■ Required action ■
As you restate the entries, keep every word intact and leave out whatever images they hold.

■ Listed records ■
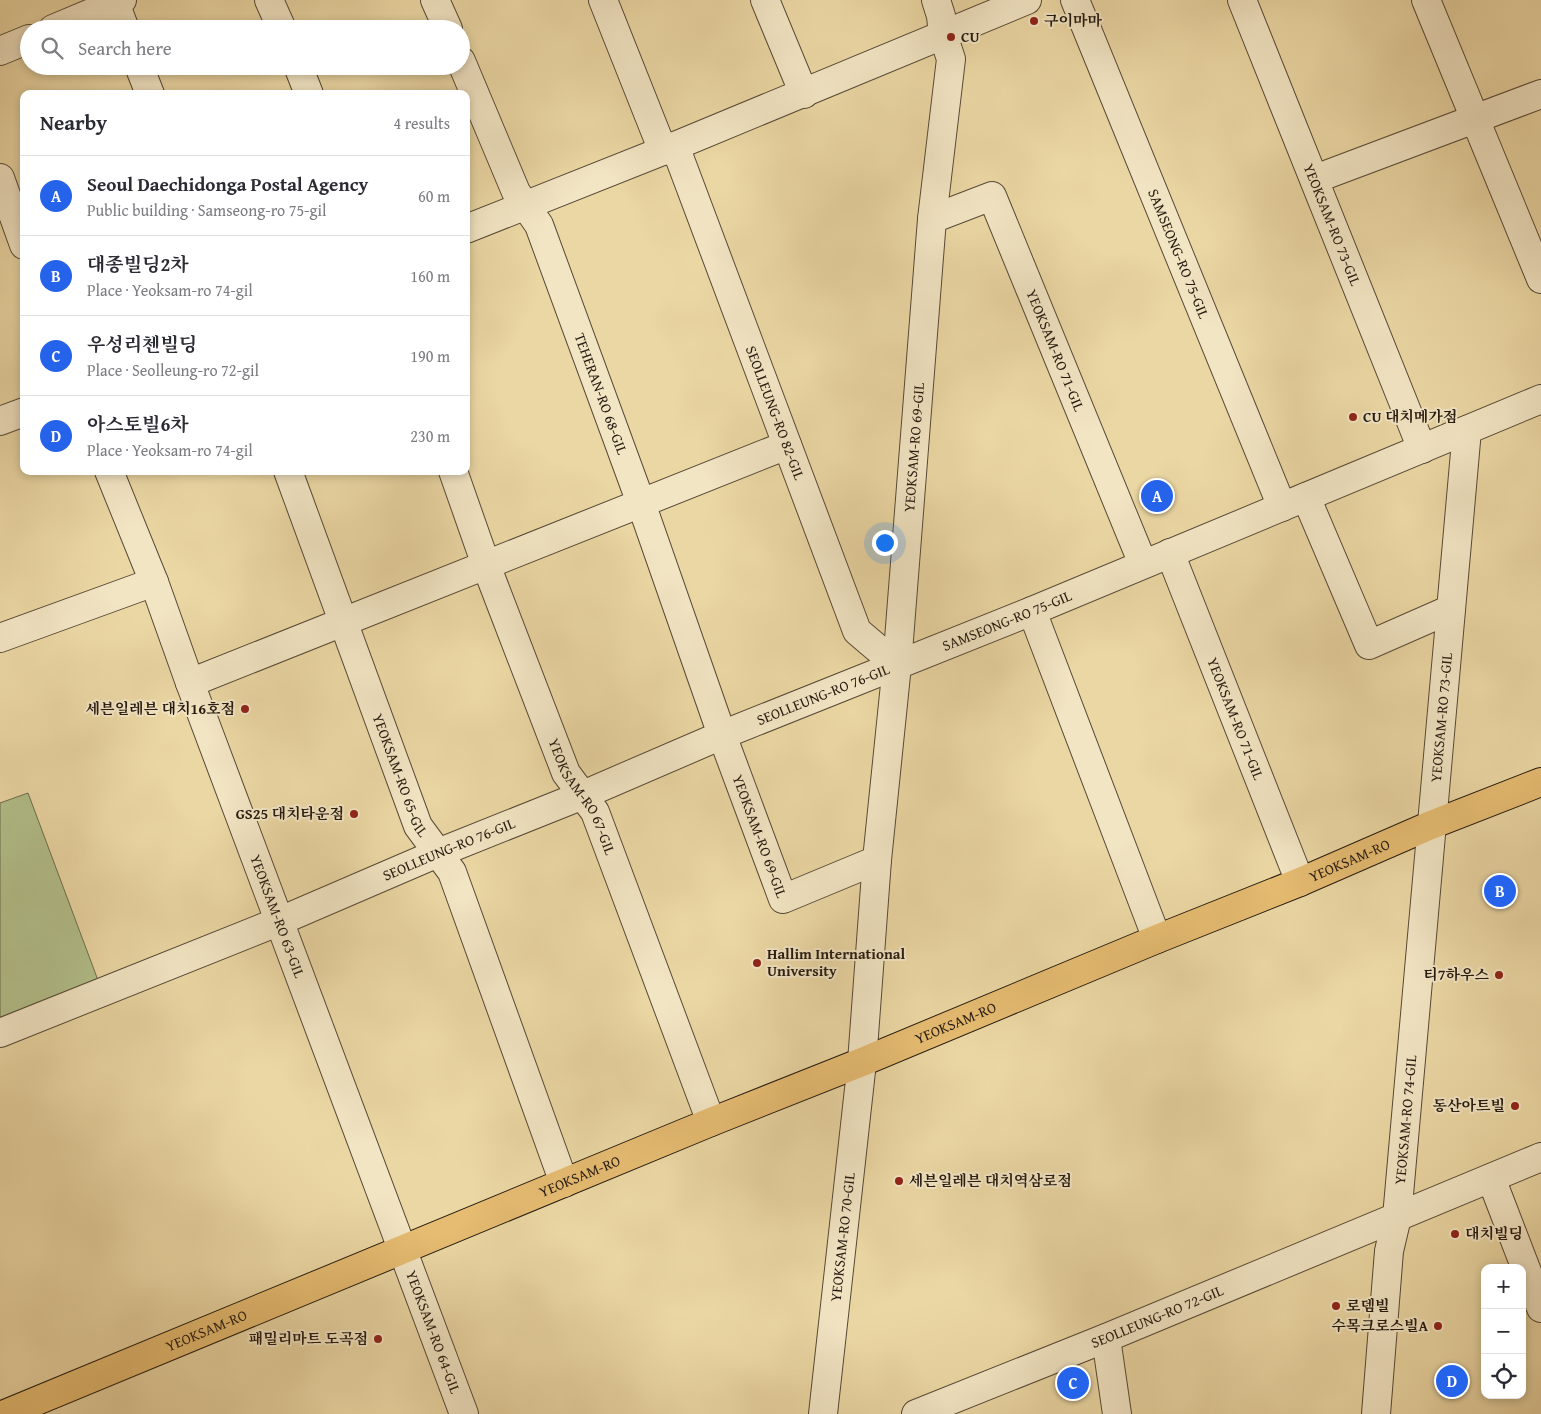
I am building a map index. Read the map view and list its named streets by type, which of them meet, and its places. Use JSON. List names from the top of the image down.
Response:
{
  "streets": {
    "main road": ["YEOKSAM-RO"],
    "street": [
      "YEOKSAM-RO 73-GIL",
      "SAMSEONG-RO 75-GIL",
      "YEOKSAM-RO 71-GIL",
      "TEHERAN-RO 68-GIL",
      "SEOLLEUNG-RO 82-GIL",
      "YEOKSAM-RO 69-GIL",
      "SEOLLEUNG-RO 76-GIL",
      "YEOKSAM-RO 65-GIL",
      "YEOKSAM-RO 67-GIL",
      "YEOKSAM-RO 63-GIL",
      "YEOKSAM-RO 74-GIL",
      "YEOKSAM-RO 70-GIL",
      "SEOLLEUNG-RO 72-GIL",
      "YEOKSAM-RO 64-GIL"
    ]
  },
  "crossings": [
    ["YEOKSAM-RO 73-GIL", "SAMSEONG-RO 75-GIL"],
    ["YEOKSAM-RO 73-GIL", "YEOKSAM-RO"],
    ["YEOKSAM-RO 73-GIL", "YEOKSAM-RO 74-GIL"],
    ["SAMSEONG-RO 75-GIL", "YEOKSAM-RO 71-GIL"],
    ["SAMSEONG-RO 75-GIL", "SEOLLEUNG-RO 82-GIL"],
    ["SAMSEONG-RO 75-GIL", "YEOKSAM-RO 69-GIL"],
    ["SAMSEONG-RO 75-GIL", "SEOLLEUNG-RO 76-GIL"],
    ["YEOKSAM-RO 71-GIL", "YEOKSAM-RO 69-GIL"],
    ["YEOKSAM-RO 71-GIL", "YEOKSAM-RO"],
    ["TEHERAN-RO 68-GIL", "YEOKSAM-RO 69-GIL"],
    ["TEHERAN-RO 68-GIL", "SEOLLEUNG-RO 76-GIL"],
    ["SEOLLEUNG-RO 82-GIL", "YEOKSAM-RO 69-GIL"],
    ["SEOLLEUNG-RO 82-GIL", "SEOLLEUNG-RO 76-GIL"],
    ["YEOKSAM-RO 69-GIL", "SEOLLEUNG-RO 76-GIL"],
    ["YEOKSAM-RO 69-GIL", "YEOKSAM-RO"],
    ["YEOKSAM-RO 69-GIL", "YEOKSAM-RO 70-GIL"],
    ["SEOLLEUNG-RO 76-GIL", "YEOKSAM-RO 65-GIL"],
    ["SEOLLEUNG-RO 76-GIL", "YEOKSAM-RO 67-GIL"],
    ["SEOLLEUNG-RO 76-GIL", "YEOKSAM-RO 63-GIL"],
    ["YEOKSAM-RO 65-GIL", "YEOKSAM-RO"],
    ["YEOKSAM-RO 67-GIL", "YEOKSAM-RO"],
    ["YEOKSAM-RO", "YEOKSAM-RO 63-GIL"],
    ["YEOKSAM-RO", "YEOKSAM-RO 74-GIL"],
    ["YEOKSAM-RO", "YEOKSAM-RO 70-GIL"],
    ["YEOKSAM-RO", "YEOKSAM-RO 64-GIL"],
    ["YEOKSAM-RO 63-GIL", "YEOKSAM-RO 64-GIL"],
    ["YEOKSAM-RO 74-GIL", "SEOLLEUNG-RO 72-GIL"]
  ],
  "places": [
    "구이마마",
    "CU",
    "CU 대치메가점",
    "세븐일레븐 대치16호점",
    "GS25 대치타운점",
    "Hallim International University",
    "티7하우스",
    "동산아트빌",
    "세븐일레븐 대치역삼로점",
    "대치빌딩",
    "로뎀빌",
    "수목크로스빌A",
    "패밀리마트 도곡점"
  ],
  "page": {
    "search": "Search here",
    "heading": ["Nearby", "4 results"],
    "list": [
      {
        "mark": "A",
        "name": "Seoul Daechidonga Postal Agency",
        "note": "Public building · Samseong-ro 75-gil",
        "value": "60 m"
      },
      {
        "mark": "B",
        "name": "대종빌딩2차",
        "note": "Place · Yeoksam-ro 74-gil",
        "value": "160 m"
      },
      {
        "mark": "C",
        "name": "우성리첸빌딩",
        "note": "Place · Seolleung-ro 72-gil",
        "value": "190 m"
      },
      {
        "mark": "D",
        "name": "아스토빌6차",
        "note": "Place · Yeoksam-ro 74-gil",
        "value": "230 m"
      }
    ],
    "pins": [
      "A",
      "B",
      "D",
      "C"
    ],
    "map_buttons": ["+", "−"]
  }
}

■ Problem solution ■
I am building a map index. Read the map view and list its named streets by type, which of them meet, and its places. Use JSON. List names from the top of the image down.
Response:
{
  "streets": {
    "main road": ["YEOKSAM-RO"],
    "street": [
      "YEOKSAM-RO 73-GIL",
      "SAMSEONG-RO 75-GIL",
      "YEOKSAM-RO 71-GIL",
      "TEHERAN-RO 68-GIL",
      "SEOLLEUNG-RO 82-GIL",
      "YEOKSAM-RO 69-GIL",
      "SEOLLEUNG-RO 76-GIL",
      "YEOKSAM-RO 65-GIL",
      "YEOKSAM-RO 67-GIL",
      "YEOKSAM-RO 63-GIL",
      "YEOKSAM-RO 74-GIL",
      "YEOKSAM-RO 70-GIL",
      "SEOLLEUNG-RO 72-GIL",
      "YEOKSAM-RO 64-GIL"
    ]
  },
  "crossings": [
    ["YEOKSAM-RO 73-GIL", "SAMSEONG-RO 75-GIL"],
    ["YEOKSAM-RO 73-GIL", "YEOKSAM-RO"],
    ["YEOKSAM-RO 73-GIL", "YEOKSAM-RO 74-GIL"],
    ["SAMSEONG-RO 75-GIL", "YEOKSAM-RO 71-GIL"],
    ["SAMSEONG-RO 75-GIL", "SEOLLEUNG-RO 82-GIL"],
    ["SAMSEONG-RO 75-GIL", "YEOKSAM-RO 69-GIL"],
    ["SAMSEONG-RO 75-GIL", "SEOLLEUNG-RO 76-GIL"],
    ["YEOKSAM-RO 71-GIL", "YEOKSAM-RO 69-GIL"],
    ["YEOKSAM-RO 71-GIL", "YEOKSAM-RO"],
    ["TEHERAN-RO 68-GIL", "YEOKSAM-RO 69-GIL"],
    ["TEHERAN-RO 68-GIL", "SEOLLEUNG-RO 76-GIL"],
    ["SEOLLEUNG-RO 82-GIL", "YEOKSAM-RO 69-GIL"],
    ["SEOLLEUNG-RO 82-GIL", "SEOLLEUNG-RO 76-GIL"],
    ["YEOKSAM-RO 69-GIL", "SEOLLEUNG-RO 76-GIL"],
    ["YEOKSAM-RO 69-GIL", "YEOKSAM-RO"],
    ["YEOKSAM-RO 69-GIL", "YEOKSAM-RO 70-GIL"],
    ["SEOLLEUNG-RO 76-GIL", "YEOKSAM-RO 65-GIL"],
    ["SEOLLEUNG-RO 76-GIL", "YEOKSAM-RO 67-GIL"],
    ["SEOLLEUNG-RO 76-GIL", "YEOKSAM-RO 63-GIL"],
    ["YEOKSAM-RO 65-GIL", "YEOKSAM-RO"],
    ["YEOKSAM-RO 67-GIL", "YEOKSAM-RO"],
    ["YEOKSAM-RO", "YEOKSAM-RO 63-GIL"],
    ["YEOKSAM-RO", "YEOKSAM-RO 74-GIL"],
    ["YEOKSAM-RO", "YEOKSAM-RO 70-GIL"],
    ["YEOKSAM-RO", "YEOKSAM-RO 64-GIL"],
    ["YEOKSAM-RO 63-GIL", "YEOKSAM-RO 64-GIL"],
    ["YEOKSAM-RO 74-GIL", "SEOLLEUNG-RO 72-GIL"]
  ],
  "places": [
    "구이마마",
    "CU",
    "CU 대치메가점",
    "세븐일레븐 대치16호점",
    "GS25 대치타운점",
    "Hallim International University",
    "티7하우스",
    "동산아트빌",
    "세븐일레븐 대치역삼로점",
    "대치빌딩",
    "로뎀빌",
    "수목크로스빌A",
    "패밀리마트 도곡점"
  ],
  "page": {
    "search": "Search here",
    "heading": ["Nearby", "4 results"],
    "list": [
      {
        "mark": "A",
        "name": "Seoul Daechidonga Postal Agency",
        "note": "Public building · Samseong-ro 75-gil",
        "value": "60 m"
      },
      {
        "mark": "B",
        "name": "대종빌딩2차",
        "note": "Place · Yeoksam-ro 74-gil",
        "value": "160 m"
      },
      {
        "mark": "C",
        "name": "우성리첸빌딩",
        "note": "Place · Seolleung-ro 72-gil",
        "value": "190 m"
      },
      {
        "mark": "D",
        "name": "아스토빌6차",
        "note": "Place · Yeoksam-ro 74-gil",
        "value": "230 m"
      }
    ],
    "pins": [
      "A",
      "B",
      "D",
      "C"
    ],
    "map_buttons": ["+", "−"]
  }
}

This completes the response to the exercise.